In November 2015 the National Human Rights Commission (NHRC) published a report on Nepal’s human rights situation following the promulgation of the constitution. Its findings are deeply concerning. Rights to life, freedom and security, peaceful assembly and freedom of expression — all of which appeared both in the 2007 interim constitution and in the new constitution of 2015 — were found to have been infringed. The NHRC report states that in several districts police were found to have beaten, insulted or inhumanely treated members of the public.

A report by Human Rights Watch in October published more allegations of police brutality, including police breaking into homes, physical abuse, racial abuse and verbal threats as well as harassment of communities perceived to be opposed to the constitution.
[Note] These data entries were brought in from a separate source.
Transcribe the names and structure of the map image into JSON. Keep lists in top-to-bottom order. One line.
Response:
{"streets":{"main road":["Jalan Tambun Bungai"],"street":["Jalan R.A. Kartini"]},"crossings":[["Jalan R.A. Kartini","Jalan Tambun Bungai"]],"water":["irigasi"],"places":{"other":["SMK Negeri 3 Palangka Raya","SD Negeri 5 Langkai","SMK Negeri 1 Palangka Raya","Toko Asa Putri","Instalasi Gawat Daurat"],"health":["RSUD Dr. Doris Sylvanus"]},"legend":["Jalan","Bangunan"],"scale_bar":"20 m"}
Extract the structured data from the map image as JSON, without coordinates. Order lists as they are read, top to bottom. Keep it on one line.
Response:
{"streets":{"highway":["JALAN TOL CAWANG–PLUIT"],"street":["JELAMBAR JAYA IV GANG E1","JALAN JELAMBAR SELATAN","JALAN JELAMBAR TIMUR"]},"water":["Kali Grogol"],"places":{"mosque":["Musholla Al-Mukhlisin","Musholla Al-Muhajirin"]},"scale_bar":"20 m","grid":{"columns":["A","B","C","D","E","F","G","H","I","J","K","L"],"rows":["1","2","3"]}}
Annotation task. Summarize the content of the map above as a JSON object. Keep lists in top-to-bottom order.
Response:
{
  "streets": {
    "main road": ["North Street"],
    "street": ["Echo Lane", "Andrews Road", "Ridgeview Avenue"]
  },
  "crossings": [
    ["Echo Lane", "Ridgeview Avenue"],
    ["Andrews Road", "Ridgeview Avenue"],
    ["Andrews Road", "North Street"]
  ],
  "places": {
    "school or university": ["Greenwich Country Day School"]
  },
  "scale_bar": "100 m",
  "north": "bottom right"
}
But human rights abuses are by no means limited to state forces. In multiple districts, agitators were found to have abused human rights. To give one example, on 24 August in Tikapur municipality, seven policemen as well as an 18-month-old boy were killed by protesters after clashes between agitators and security forces spiralled out of control.

Investigators and journalists attempting to cover the issue have also been threatened by both protesters and security forces. Media houses have been vandalised and some have been set on fire. Both sides need to be held to account.

One of the biggest concerns now is the potential for violence to escalate. When state security forces commit abuse, it increases the resolve of the agitators and gives fuel to claims of discrimination. An article on online platform Madhesi Youth claims that many moderate and apolitical Madhesis only started supporting the protest movement following heavy-handed police tactics in Tikapur.

Both sides must take concrete actions to de-escalate tensions. While populist language from politicians may serve to boost their party’s profile, it does little to help the average citizen. There are growing concerns surrounding the adversarial rhetoric often used when discussing Madhesi–Pahadi tensions. Such language may fuel division in the long term, threatening to disrupt the stability of a country still reeling from the effects of April’s earthquake.

The government of Nepal must investigate and prosecute members of the security forces that have been found to have used excessive force. Likewise, the leaders of the Terai parties should condemn those members who have used violent methods of protest.

Schools that struggled to reopen after the earthquake have been forced to close. Hospitals are in danger due to a lack of essential medicines and Nepal’s economy is reeling. Yet members of the agitating Samyukta Loktantrik Madhesi Morcha and the United Democratic Madhesi Front continue to clash with police with no end to the crisis in sight.

Conflicting interests, perspectives and unsolved historical grievances make a complete and timely resolution to the crisis unlikely. Yet it is precisely the complex nature of the crisis that makes a resolution so vital. In the absence of a resolution, the human rights situation will deteriorate further and may scupper what little chance Nepal has of swiftly recovering from the earthquake.

Maximillian Mørch is a journalist based in Kathmandu.